*Problem*. The answer should consist of all the entries, repeated word for word.

Saved data entries:
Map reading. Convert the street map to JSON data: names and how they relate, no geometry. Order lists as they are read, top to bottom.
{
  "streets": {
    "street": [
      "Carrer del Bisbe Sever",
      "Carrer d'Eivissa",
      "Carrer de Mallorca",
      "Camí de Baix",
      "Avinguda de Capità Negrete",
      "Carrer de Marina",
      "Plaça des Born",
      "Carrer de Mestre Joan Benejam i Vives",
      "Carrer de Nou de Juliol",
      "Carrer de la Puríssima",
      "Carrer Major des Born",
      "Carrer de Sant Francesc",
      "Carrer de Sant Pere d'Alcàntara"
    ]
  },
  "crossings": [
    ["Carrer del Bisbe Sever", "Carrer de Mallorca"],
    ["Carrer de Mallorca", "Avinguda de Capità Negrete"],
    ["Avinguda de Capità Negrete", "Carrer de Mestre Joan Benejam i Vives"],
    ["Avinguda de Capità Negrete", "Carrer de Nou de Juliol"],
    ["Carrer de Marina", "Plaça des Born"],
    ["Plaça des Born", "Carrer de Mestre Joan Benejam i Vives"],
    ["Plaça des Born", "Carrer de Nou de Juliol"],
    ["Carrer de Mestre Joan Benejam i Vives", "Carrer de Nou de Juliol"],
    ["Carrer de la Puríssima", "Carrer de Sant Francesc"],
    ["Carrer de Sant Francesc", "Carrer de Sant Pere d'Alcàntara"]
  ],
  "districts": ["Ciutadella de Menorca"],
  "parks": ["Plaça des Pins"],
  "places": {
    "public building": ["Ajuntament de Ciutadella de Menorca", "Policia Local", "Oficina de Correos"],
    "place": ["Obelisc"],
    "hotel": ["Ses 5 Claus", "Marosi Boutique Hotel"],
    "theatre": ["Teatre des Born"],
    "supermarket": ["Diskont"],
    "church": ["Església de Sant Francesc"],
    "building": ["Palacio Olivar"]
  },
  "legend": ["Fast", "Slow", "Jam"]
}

*Task answer*.
Map reading. Convert the street map to JSON data: names and how they relate, no geometry. Order lists as they are read, top to bottom.
{
  "streets": {
    "street": [
      "Carrer del Bisbe Sever",
      "Carrer d'Eivissa",
      "Carrer de Mallorca",
      "Camí de Baix",
      "Avinguda de Capità Negrete",
      "Carrer de Marina",
      "Plaça des Born",
      "Carrer de Mestre Joan Benejam i Vives",
      "Carrer de Nou de Juliol",
      "Carrer de la Puríssima",
      "Carrer Major des Born",
      "Carrer de Sant Francesc",
      "Carrer de Sant Pere d'Alcàntara"
    ]
  },
  "crossings": [
    ["Carrer del Bisbe Sever", "Carrer de Mallorca"],
    ["Carrer de Mallorca", "Avinguda de Capità Negrete"],
    ["Avinguda de Capità Negrete", "Carrer de Mestre Joan Benejam i Vives"],
    ["Avinguda de Capità Negrete", "Carrer de Nou de Juliol"],
    ["Carrer de Marina", "Plaça des Born"],
    ["Plaça des Born", "Carrer de Mestre Joan Benejam i Vives"],
    ["Plaça des Born", "Carrer de Nou de Juliol"],
    ["Carrer de Mestre Joan Benejam i Vives", "Carrer de Nou de Juliol"],
    ["Carrer de la Puríssima", "Carrer de Sant Francesc"],
    ["Carrer de Sant Francesc", "Carrer de Sant Pere d'Alcàntara"]
  ],
  "districts": ["Ciutadella de Menorca"],
  "parks": ["Plaça des Pins"],
  "places": {
    "public building": ["Ajuntament de Ciutadella de Menorca", "Policia Local", "Oficina de Correos"],
    "place": ["Obelisc"],
    "hotel": ["Ses 5 Claus", "Marosi Boutique Hotel"],
    "theatre": ["Teatre des Born"],
    "supermarket": ["Diskont"],
    "church": ["Església de Sant Francesc"],
    "building": ["Palacio Olivar"]
  },
  "legend": ["Fast", "Slow", "Jam"]
}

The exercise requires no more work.